Task data: Begin

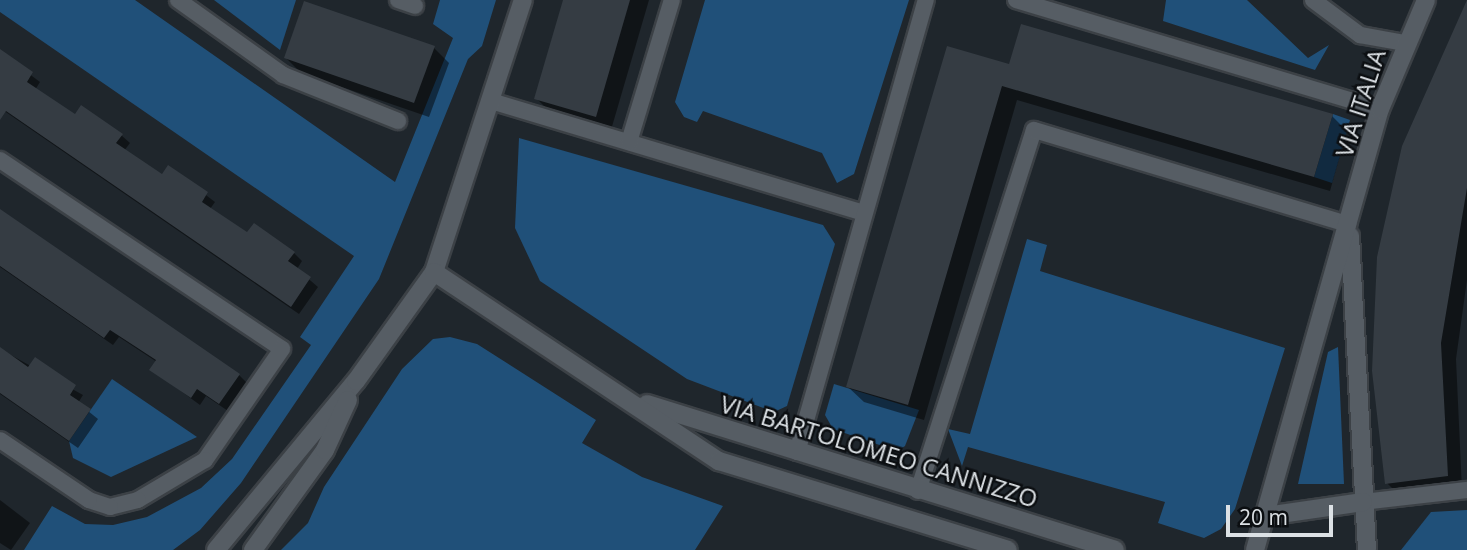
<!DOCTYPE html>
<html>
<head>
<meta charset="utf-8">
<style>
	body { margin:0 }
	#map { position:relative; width:1467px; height:550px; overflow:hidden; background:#1f262c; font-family:"Open Sans",sans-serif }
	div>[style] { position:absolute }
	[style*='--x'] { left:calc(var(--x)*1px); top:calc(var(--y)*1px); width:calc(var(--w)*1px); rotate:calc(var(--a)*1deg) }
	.green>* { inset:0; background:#205079 }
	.shadow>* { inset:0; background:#0007 }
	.building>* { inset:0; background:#353c43 }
	.roads { filter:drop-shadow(2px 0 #3c4146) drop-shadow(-2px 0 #3c4146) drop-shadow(0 2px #3c4146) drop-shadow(0 -2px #3c4146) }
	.service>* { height:16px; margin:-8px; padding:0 8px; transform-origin:8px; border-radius:8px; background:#565d64 }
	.minor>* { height:18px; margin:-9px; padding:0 9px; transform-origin:9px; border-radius:9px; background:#565d64 }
	.tertiary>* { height:18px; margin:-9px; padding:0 9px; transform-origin:9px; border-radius:9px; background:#565d64 }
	span { translate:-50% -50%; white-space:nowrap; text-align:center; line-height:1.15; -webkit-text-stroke:5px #0b0e11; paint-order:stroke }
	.street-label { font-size:24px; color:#dce1e5 }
	.scale { position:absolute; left:1226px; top:505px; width:107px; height:32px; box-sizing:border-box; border:4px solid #dce1e5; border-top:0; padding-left:9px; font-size:21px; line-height:24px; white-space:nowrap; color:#dce1e5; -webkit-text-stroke:5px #0b0e11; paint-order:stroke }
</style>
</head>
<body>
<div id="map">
	<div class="green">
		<i style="clip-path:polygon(0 0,135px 0,395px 182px,453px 38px,433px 24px,440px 0,496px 0,482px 46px,468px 59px,379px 279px,241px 483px,200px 530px,173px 550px,24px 550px,52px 506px,85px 524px,113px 525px,147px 517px,201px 488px,232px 459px,311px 345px,300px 337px,354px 256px,0 12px)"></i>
		<i style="clip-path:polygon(214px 0,296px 0,280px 50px)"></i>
		<i style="clip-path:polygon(705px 0,909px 0,854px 174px,837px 183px,822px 153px,703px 111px,697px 122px,684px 117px,675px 102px)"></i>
		<i style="clip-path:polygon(1166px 0,1247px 0,1308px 58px,1329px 45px,1315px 70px,1163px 21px)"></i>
		<i style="clip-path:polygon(1333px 114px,1350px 120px,1332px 183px,1314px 177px)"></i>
		<i style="clip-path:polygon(519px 138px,823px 225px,835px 244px,787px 406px,774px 412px,687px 379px,540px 281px,515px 228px)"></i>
		<i style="clip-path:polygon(1027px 239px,1047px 245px,1040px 271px,1285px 348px,1235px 509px,1221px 529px,1204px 538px,1158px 523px,1165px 502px,968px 447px,962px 466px,948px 429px,970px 434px)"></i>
		<i style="clip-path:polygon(450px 337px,477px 344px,596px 420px,582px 443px,642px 477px,723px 506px,695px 550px,281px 550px,308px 523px,324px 487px,402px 369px,433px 339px)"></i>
		<i style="clip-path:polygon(1338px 347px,1344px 484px,1298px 484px,1328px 352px)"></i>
		<i style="clip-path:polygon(112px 379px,197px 437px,111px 477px,73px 458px,69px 441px)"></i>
		<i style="clip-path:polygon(834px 384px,919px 410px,905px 446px,897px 451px,833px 429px,825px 415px)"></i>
		<i style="clip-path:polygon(1467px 510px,1467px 550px,1401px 550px,1431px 512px)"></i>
	</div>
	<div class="shadow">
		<i style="clip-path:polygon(564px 0,649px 0,611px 130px,551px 113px,536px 98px)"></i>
		<i style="clip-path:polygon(1467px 8px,1467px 280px,1456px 359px,1462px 490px,1402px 498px,1387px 483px,1404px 147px)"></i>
		<i style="clip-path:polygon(434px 48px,449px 63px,429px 117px,301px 73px,286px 58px)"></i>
		<i style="clip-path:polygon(0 52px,40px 82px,35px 90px,75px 117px,121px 135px,130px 143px,124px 151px,163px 176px,169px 167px,215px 202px,210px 209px,248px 235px,294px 253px,302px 261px,297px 269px,318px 287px,299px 314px,0 108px)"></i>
		<i style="clip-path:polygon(1010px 66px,1332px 116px,1347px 131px,1330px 191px,1017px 100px,924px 420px,864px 402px,848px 387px)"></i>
		<i style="clip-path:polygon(0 211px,239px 375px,247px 383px,228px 411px,206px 396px,200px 405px,152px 370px,157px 362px,119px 337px,113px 345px,0 267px)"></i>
		<i style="clip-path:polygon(0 349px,83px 395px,78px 403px,98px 419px,78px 448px,0 394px)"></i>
		<i style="clip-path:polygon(0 500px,30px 523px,11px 550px,0 543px)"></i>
	</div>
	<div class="building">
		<i style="clip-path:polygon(563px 0,630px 0,596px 117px,534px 99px)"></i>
		<i style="clip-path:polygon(1467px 0,1467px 188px,1441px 343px,1448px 476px,1385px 484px,1372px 371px,1377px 257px,1402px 146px)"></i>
		<i style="clip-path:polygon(304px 1px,435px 46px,414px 103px,284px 58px)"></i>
		<i style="clip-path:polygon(1021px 24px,1333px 114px,1314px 177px,1002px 86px,908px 405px,846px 387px,947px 46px,1009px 64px)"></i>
		<i style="clip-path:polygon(0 49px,33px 72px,27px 82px,75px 114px,81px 105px,123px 134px,116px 143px,162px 174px,168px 165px,208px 192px,202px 202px,247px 232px,254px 223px,295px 252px,288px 261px,311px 277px,291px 307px,6px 111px,0 120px)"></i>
		<i style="clip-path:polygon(0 209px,240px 374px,219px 404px,197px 389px,191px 398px,149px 370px,156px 360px,110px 330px,104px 338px,0 266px)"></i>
		<i style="clip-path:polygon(0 347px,28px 367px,35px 357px,76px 385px,70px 395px,91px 409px,69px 441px,0 393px)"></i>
	</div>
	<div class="roads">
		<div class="service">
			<i style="--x:178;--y:0;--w:129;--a:35.5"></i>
			<i style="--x:283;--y:75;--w:124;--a:21.8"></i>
			<i style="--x:398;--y:0;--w:18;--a:19"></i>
			<i style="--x:1016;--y:0;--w:380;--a:16.7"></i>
			<i style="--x:1313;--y:0;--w:59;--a:36.7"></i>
			<i style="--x:1360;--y:35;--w:46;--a:10.1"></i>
			<i style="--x:494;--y:102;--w:383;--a:16.7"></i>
			<i style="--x:629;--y:142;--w:148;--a:-73.2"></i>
			<i style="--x:0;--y:160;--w:339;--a:33.8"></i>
			<i style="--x:282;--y:349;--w:135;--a:124.7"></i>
			<i style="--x:205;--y:460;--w:78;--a:149.2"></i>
			<i style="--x:138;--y:500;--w:29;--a:166"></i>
			<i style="--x:110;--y:507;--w:22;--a:-162"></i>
			<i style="--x:89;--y:500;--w:107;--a:-146"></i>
			<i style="--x:797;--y:452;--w:470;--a:-74.1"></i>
			<i style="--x:918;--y:491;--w:379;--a:-72.2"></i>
			<i style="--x:1034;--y:130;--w:328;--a:16.7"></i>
			<i style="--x:1363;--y:502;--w:105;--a:-6.6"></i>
		</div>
		<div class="minor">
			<i style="--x:1350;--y:236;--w:314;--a:86.9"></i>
			<i style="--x:434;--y:272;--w:286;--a:-71.9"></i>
			<i style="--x:1266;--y:516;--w:98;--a:-8.2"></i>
			<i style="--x:1255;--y:550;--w:458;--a:-74.2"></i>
			<i style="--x:1380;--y:109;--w:118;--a:-67.1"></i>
		</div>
		<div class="tertiary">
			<i style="--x:647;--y:404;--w:490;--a:17.3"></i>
			<i style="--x:216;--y:550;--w:219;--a:-50.4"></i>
			<i style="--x:356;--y:381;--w:134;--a:-54.4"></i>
			<i style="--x:434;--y:272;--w:342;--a:33.6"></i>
			<i style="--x:719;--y:461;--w:302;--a:17.1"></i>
			<i style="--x:253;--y:550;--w:123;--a:-54.2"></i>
			<i style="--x:325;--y:450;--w:55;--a:-65.3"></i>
		</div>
	</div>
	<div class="street-label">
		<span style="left:1360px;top:103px;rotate:-72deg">VIA ITALIA</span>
		<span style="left:879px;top:451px;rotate:17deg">VIA BARTOLOMEO CANNIZZO</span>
	</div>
	<div class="scale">20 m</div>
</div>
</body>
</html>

Task data: End

How to complete this task
Nothing but the lines from the beginning of the material through the line with "translate:-50% -50%; white-space:nowrap;" should appear, printed exactly, with no pictures among them.

Task response
<!DOCTYPE html>
<html>
<head>
<meta charset="utf-8">
<style>
	body { margin:0 }
	#map { position:relative; width:1467px; height:550px; overflow:hidden; background:#1f262c; font-family:"Open Sans",sans-serif }
	div>[style] { position:absolute }
	[style*='--x'] { left:calc(var(--x)*1px); top:calc(var(--y)*1px); width:calc(var(--w)*1px); rotate:calc(var(--a)*1deg) }
	.green>* { inset:0; background:#205079 }
	.shadow>* { inset:0; background:#0007 }
	.building>* { inset:0; background:#353c43 }
	.roads { filter:drop-shadow(2px 0 #3c4146) drop-shadow(-2px 0 #3c4146) drop-shadow(0 2px #3c4146) drop-shadow(0 -2px #3c4146) }
	.service>* { height:16px; margin:-8px; padding:0 8px; transform-origin:8px; border-radius:8px; background:#565d64 }
	.minor>* { height:18px; margin:-9px; padding:0 9px; transform-origin:9px; border-radius:9px; background:#565d64 }
	.tertiary>* { height:18px; margin:-9px; padding:0 9px; transform-origin:9px; border-radius:9px; background:#565d64 }
	span { translate:-50% -50%; white-space:nowrap; text-align:center; line-height:1.15; -webkit-text-stroke:5px #0b0e11; paint-order:stroke }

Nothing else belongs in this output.